Not dancing at a synthpop show: is there something wrong?

By Entertainment

Holy Ghost. Photo by Harry McNally.

Holy Ghost. Photo by Harry McNally.

The 20teens are seeing the return of electronic dance music in a big way. In the late 80’s and 90’s, house music and other electronic styles in a few cases transitioned into the mainstream, especially in countries outside the U.S. But today, names like Avicii, Swedish House Mafia and Tiesto are not only on the tongues of electronic dance music (EDM) lovers. Both Deadmou5 and producer-DJ David Guetta performed at last year’s Grammy Awards, and dubstep artist Skrillex won three out of the five Grammy nominations he was up for.

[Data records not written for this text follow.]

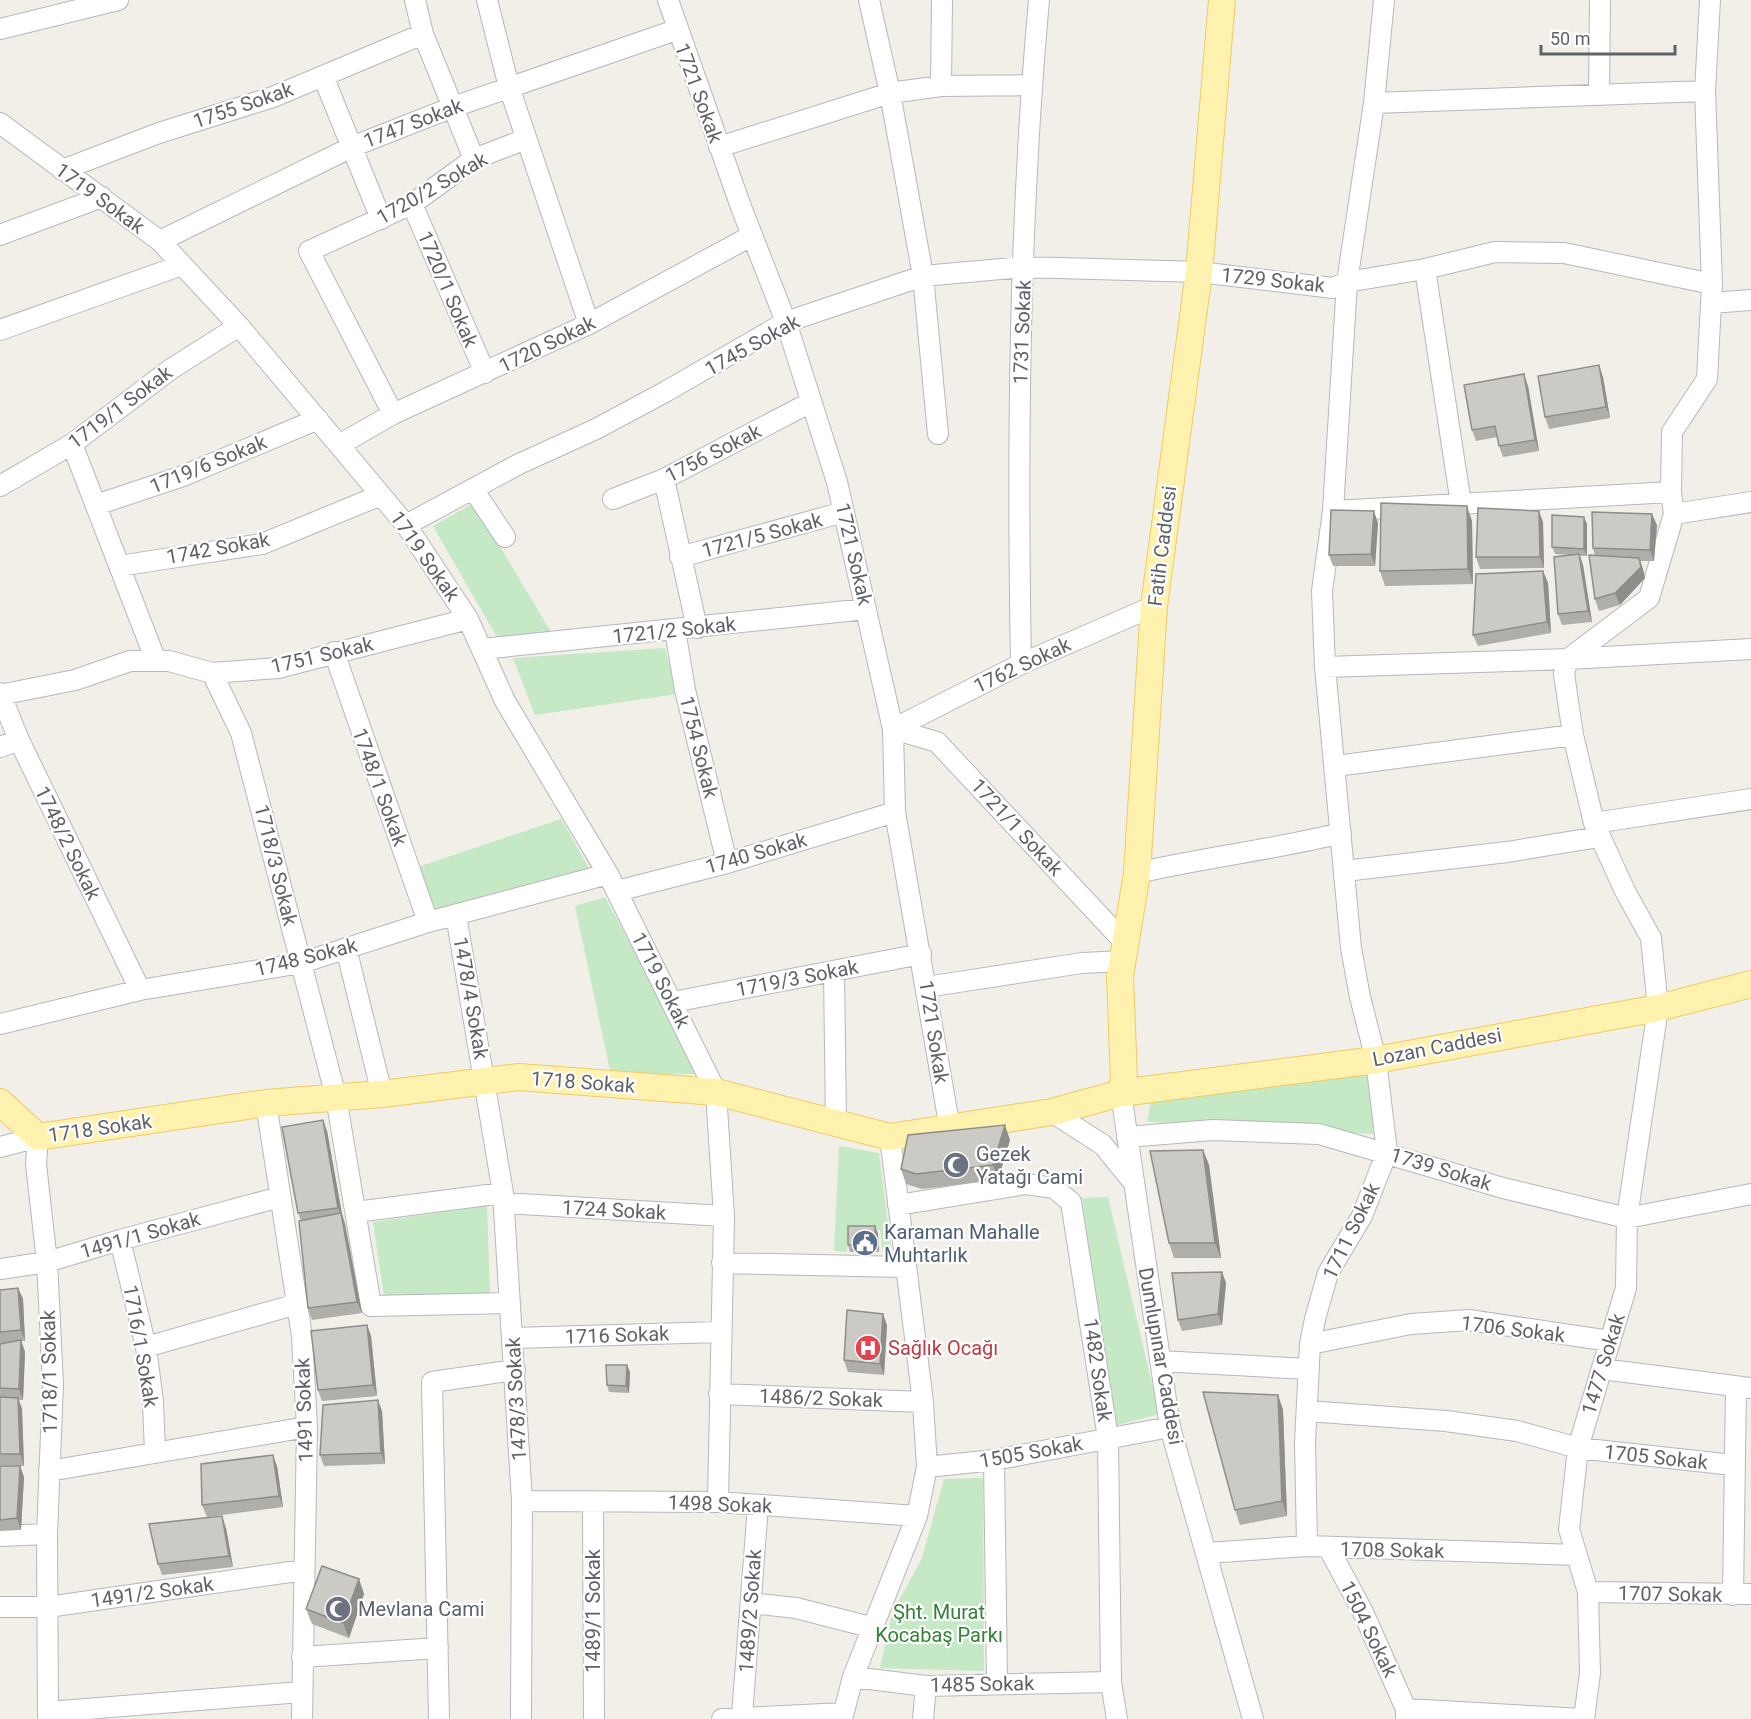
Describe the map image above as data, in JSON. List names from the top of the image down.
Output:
{
  "streets": {
    "main road": ["Fatih Caddesi", "Lozan Caddesi", "1718 Sokak"],
    "street": [
      "1721 Sokak",
      "1755 Sokak",
      "1747 Sokak",
      "1720/2 Sokak",
      "1719 Sokak",
      "1729 Sokak",
      "1720/1 Sokak",
      "1731 Sokak",
      "1720 Sokak",
      "1745 Sokak",
      "1719/1 Sokak",
      "1756 Sokak",
      "1719/6 Sokak",
      "1721/5 Sokak",
      "1742 Sokak",
      "1721/2 Sokak",
      "1751 Sokak",
      "1762 Sokak",
      "1754 Sokak",
      "1748/1 Sokak",
      "1721/1 Sokak",
      "1748/2 Sokak",
      "1740 Sokak",
      "1718/3 Sokak",
      "1748 Sokak",
      "1719/3 Sokak",
      "1478/4 Sokak",
      "1739 Sokak",
      "1724 Sokak",
      "1711 Sokak",
      "1491/1 Sokak",
      "1706 Sokak",
      "1716 Sokak",
      "1716/1 Sokak",
      "Dumlupınar Caddesi",
      "1477 Sokak",
      "1482 Sokak",
      "1718/1 Sokak",
      "1486/2 Sokak",
      "1478/3 Sokak",
      "1491 Sokak",
      "1505 Sokak",
      "1705 Sokak",
      "1498 Sokak",
      "1708 Sokak",
      "1491/2 Sokak",
      "1707 Sokak",
      "1489/1 Sokak",
      "1489/2 Sokak",
      "1504 Sokak",
      "1485 Sokak"
    ]
  },
  "crossings": [
    ["1721 Sokak", "1747 Sokak"],
    ["1721 Sokak", "1720 Sokak"],
    ["1721 Sokak", "1745 Sokak"],
    ["1721 Sokak", "1756 Sokak"],
    ["1721 Sokak", "1721/5 Sokak"],
    ["1721 Sokak", "1721/2 Sokak"],
    ["1721 Sokak", "1762 Sokak"],
    ["1721 Sokak", "1721/1 Sokak"],
    ["1721 Sokak", "1740 Sokak"],
    ["1721 Sokak", "1719/3 Sokak"],
    ["1721 Sokak", "1718 Sokak"],
    ["1755 Sokak", "1719 Sokak"],
    ["1747 Sokak", "1719 Sokak"],
    ["1720/2 Sokak", "1720/1 Sokak"],
    ["1720/2 Sokak", "1720 Sokak"],
    ["1719 Sokak", "1720 Sokak"],
    ["1719 Sokak", "1745 Sokak"],
    ["1719 Sokak", "1719/1 Sokak"],
    ["1719 Sokak", "1719/6 Sokak"],
    ["1719 Sokak", "1742 Sokak"],
    ["1719 Sokak", "1721/2 Sokak"],
    ["1719 Sokak", "1751 Sokak"],
    ["1719 Sokak", "1740 Sokak"],
    ["1719 Sokak", "1748 Sokak"],
    ["1719 Sokak", "1719/3 Sokak"],
    ["1719 Sokak", "1718 Sokak"],
    ["1729 Sokak", "1745 Sokak"],
    ["1729 Sokak", "Fatih Caddesi"],
    ["1729 Sokak", "1711 Sokak"],
    ["1720/1 Sokak", "1720 Sokak"],
    ["1731 Sokak", "1745 Sokak"],
    ["1731 Sokak", "1762 Sokak"],
    ["1745 Sokak", "Fatih Caddesi"],
    ["Fatih Caddesi", "1762 Sokak"],
    ["Fatih Caddesi", "1721/1 Sokak"],
    ["Fatih Caddesi", "Lozan Caddesi"],
    ["Fatih Caddesi", "1718 Sokak"],
    ["Fatih Caddesi", "Dumlupınar Caddesi"],
    ["1721/2 Sokak", "1754 Sokak"],
    ["1751 Sokak", "1748/1 Sokak"],
    ["1751 Sokak", "1748/2 Sokak"],
    ["1751 Sokak", "1718/3 Sokak"],
    ["1762 Sokak", "1721/1 Sokak"],
    ["1754 Sokak", "1740 Sokak"],
    ["1748/1 Sokak", "1748 Sokak"],
    ["1748/2 Sokak", "1748 Sokak"],
    ["1740 Sokak", "1748 Sokak"],
    ["1718/3 Sokak", "1748 Sokak"],
    ["1718/3 Sokak", "1718 Sokak"],
    ["1718/3 Sokak", "1724 Sokak"],
    ["1718/3 Sokak", "1478/3 Sokak"],
    ["1748 Sokak", "1478/4 Sokak"],
    ["1478/4 Sokak", "1718 Sokak"],
    ["1478/4 Sokak", "1478/3 Sokak"],
    ["Lozan Caddesi", "1718 Sokak"],
    ["Lozan Caddesi", "1711 Sokak"],
    ["Lozan Caddesi", "Dumlupınar Caddesi"],
    ["Lozan Caddesi", "1477 Sokak"],
    ["1718 Sokak", "Dumlupınar Caddesi"],
    ["1718 Sokak", "1718/1 Sokak"],
    ["1718 Sokak", "1478/3 Sokak"],
    ["1718 Sokak", "1491 Sokak"],
    ["1739 Sokak", "1711 Sokak"],
    ["1739 Sokak", "Dumlupınar Caddesi"],
    ["1739 Sokak", "1477 Sokak"],
    ["1724 Sokak", "1478/3 Sokak"],
    ["1711 Sokak", "1706 Sokak"],
    ["1711 Sokak", "1705 Sokak"],
    ["1711 Sokak", "1708 Sokak"],
    ["1491/1 Sokak", "1716/1 Sokak"],
    ["1491/1 Sokak", "1718/1 Sokak"],
    ["1491/1 Sokak", "1491 Sokak"],
    ["1706 Sokak", "1477 Sokak"],
    ["1716 Sokak", "1478/3 Sokak"],
    ["Dumlupınar Caddesi", "1505 Sokak"],
    ["Dumlupınar Caddesi", "1708 Sokak"],
    ["1477 Sokak", "1705 Sokak"],
    ["1477 Sokak", "1708 Sokak"],
    ["1477 Sokak", "1707 Sokak"],
    ["1477 Sokak", "1504 Sokak"],
    ["1482 Sokak", "1505 Sokak"],
    ["1482 Sokak", "1485 Sokak"],
    ["1718/1 Sokak", "1491/2 Sokak"],
    ["1478/3 Sokak", "1498 Sokak"],
    ["1491 Sokak", "1491/2 Sokak"],
    ["1498 Sokak", "1489/1 Sokak"],
    ["1498 Sokak", "1489/2 Sokak"],
    ["1708 Sokak", "1504 Sokak"]
  ],
  "parks": ["Şht. Murat Kocabaş Parkı"],
  "places": {
    "mosque": ["Gezek Yatağı Cami", "Mevlana Cami"],
    "public building": ["Karaman Mahalle Muhtarlık"],
    "hospital": ["Sağlık Ocağı"]
  },
  "scale_bar": "50 m"
}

In the past four years, five new EDM festivals have popped up stateside: Identity Festival, the Electric Zoo Festival, Dance.Here.Now.Series and Dayglow, and they attract upwards of 100,000 revelers. EDM is no longer a niche carved out by DJ’s, fans and a few record labels. Its artists are fusing with pop, hip-hop and rock artists entering the mainstream and giving fans of other genres the bass-thumping, heart-pulsing beats they were too young to get 20 years ago. Turn on a pop radio station today, and it’s difficult to find a song not infused with elements of dance music.

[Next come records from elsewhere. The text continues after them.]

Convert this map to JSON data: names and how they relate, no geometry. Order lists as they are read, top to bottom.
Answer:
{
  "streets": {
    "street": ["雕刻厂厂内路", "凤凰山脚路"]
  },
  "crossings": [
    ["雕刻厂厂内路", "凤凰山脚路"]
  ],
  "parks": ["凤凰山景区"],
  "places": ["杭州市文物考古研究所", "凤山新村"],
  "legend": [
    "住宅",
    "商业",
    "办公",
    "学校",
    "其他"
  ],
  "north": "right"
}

When a friend was in town recently to see Holy Ghost at Chicago’s Metro, I tagged along. The New York-based take the stage with a group of six or seven other guys to play their brand of synthpop, essentially EDM but with real instruments, too.

Before the show, we went to Raw Bar and Grill next to Metro. You could see the place was in transition, trying to swim with the Wrigleyville fishes, but having some difficulty wiping away decades of supper club patina, and not being sure it wants to. But it’s difficult not to take pleasure occasionally in the institution of the supper club. In early autumn, my wife and I were in Door County, Wisconsin, the peninsula jutting out into Lake Michigan where people from places like Chicago go to spend money in the summer, and a beautiful place. When we found a neon sign as big as a house in front of a place calling itself a supper club, we had to inside. It was called Florian II.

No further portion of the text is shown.